Conditions and Treatments

Urodynamic evaluation for urinary symptoms and incontinence

Urodynamic Evaluation Studies are preformed by a CMUA physician with real-time instantaneous interpretation by a physician!

If you have a problem with urine leakage or blocked urine flow we may be able to help you. One of the tools they may use to evaluate the cause of your symptoms is urodynamic testing.

Several muscles, organs, and nerves are involved in collecting, storing, and releasing urine. The kidneys form urine by filtering wastes and extra water from the bloodstream. The ureters are tubes that carry urine from the kidneys to the bladder. Normally urine flows in one direction. If urine backs up toward the kidneys, infections and kidney damage can occur.

The bladder, a hollow muscular organ shaped like a balloon, sits in the pelvis and is held in place by ligaments attached to other organs and to the pelvic bones. The bladder stores urine until you are ready to empty it. It swells into a round shape when it is full and gets smaller as it empties. A healthy bladder can hold up to 16 ounces (2 cups) of urine comfortably. How frequently it fills depends on how much excess water your body is trying to get rid of.

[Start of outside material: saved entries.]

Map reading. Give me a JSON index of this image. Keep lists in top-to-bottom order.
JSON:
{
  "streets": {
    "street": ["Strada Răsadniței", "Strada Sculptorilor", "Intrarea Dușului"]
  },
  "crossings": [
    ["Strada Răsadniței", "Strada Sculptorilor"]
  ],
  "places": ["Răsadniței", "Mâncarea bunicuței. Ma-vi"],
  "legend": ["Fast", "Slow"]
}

The bladder opens into the urethra, the tube that allows urine to pass outside the body. Circular muscles called sphincters close tightly to keep urine from leaking. The involuntary leakage of urine is called incontinence.

 

Problems in the urinary system can be caused by aging, illness, or injury. The muscles in and around your bladder and urethra tend to become weaker with age. Weak bladder muscles may result in your not being able to empty your bladder completely, leaving you at a higher risk for urinary tract infections. Weak muscles of the sphincters and pelvis can lead to urinary incontinence because the sphincter muscles cannot remain tight enough to hold urine in the bladder, or the bladder does not have enough support from the pelvic muscles to stay in its proper position.

Urodynamics is a study that assesses how the bladder and urethra are performing their job of storing and releasing urine. Urodynamic tests help your doctor see how well your bladder and sphincter muscles work and can help explain symptoms such as:

  • incontinence
  • frequent urination
  • sudden, strong urges to urinate
  • problems starting a urine stream
  • painful urination
  • problems emptying your bladder completely
  • recurrent urinary tract infections


Preparing for the Test

If the doctor recommends bladder testing, usually no special preparations are needed, but you will be asked to come with a full bladder

Taking the Test

Most urodynamic testing focuses on the bladder’s ability to store and empty urine. It can also show whether the bladder is having abnormal contractions that cause leakage.

Uroflowmetry (Measurement of Urine Speed and Volume)

A uroflowmeter automatically measures the amount of urine and the flow rate—that is, how fast the urine comes out. You may be asked to urinate privately into a toilet that contains a collection device and scale. This equipment creates a graph that shows changes in flow rate from second to second so the doctor can see the peak flow rate and how many seconds it took to get there. Results of this test will be abnormal if the bladder muscle is weak or urine flow is obstructed.

Measurement of Postvoid Residual

After you have finished, you may still have some urine, remaining in your bladder. To measure this, the doctor may use a catheter, a thin tube that can be gently glided into the urethra. He or she can also measure the postvoid residual with ultrasound equipment that uses harmless sound waves to create a picture of the bladder.

Cystometry (Measurement of Bladder Pressure)

A cystometrogram (CMG) measures how much your bladder can hold, how much pressure builds up inside your bladder as it stores urine, and how full it is when you feel the urge to urinate. The doctor will use a catheter to empty your bladder completely. Then a special, smaller catheter will be placed in the bladder. This catheter has a pressure-measuring device called a manometer. Another catheter may be placed in the rectum or vagina to record pressure there as well. Your bladder will be filled slowly with warm water. During this time you will be asked how your bladder feels and when you feel the need to urinate. The volume of water and the bladder pressure will be recorded. You may be asked to cough or strain during this procedure. Involuntary bladder contractions can be identified.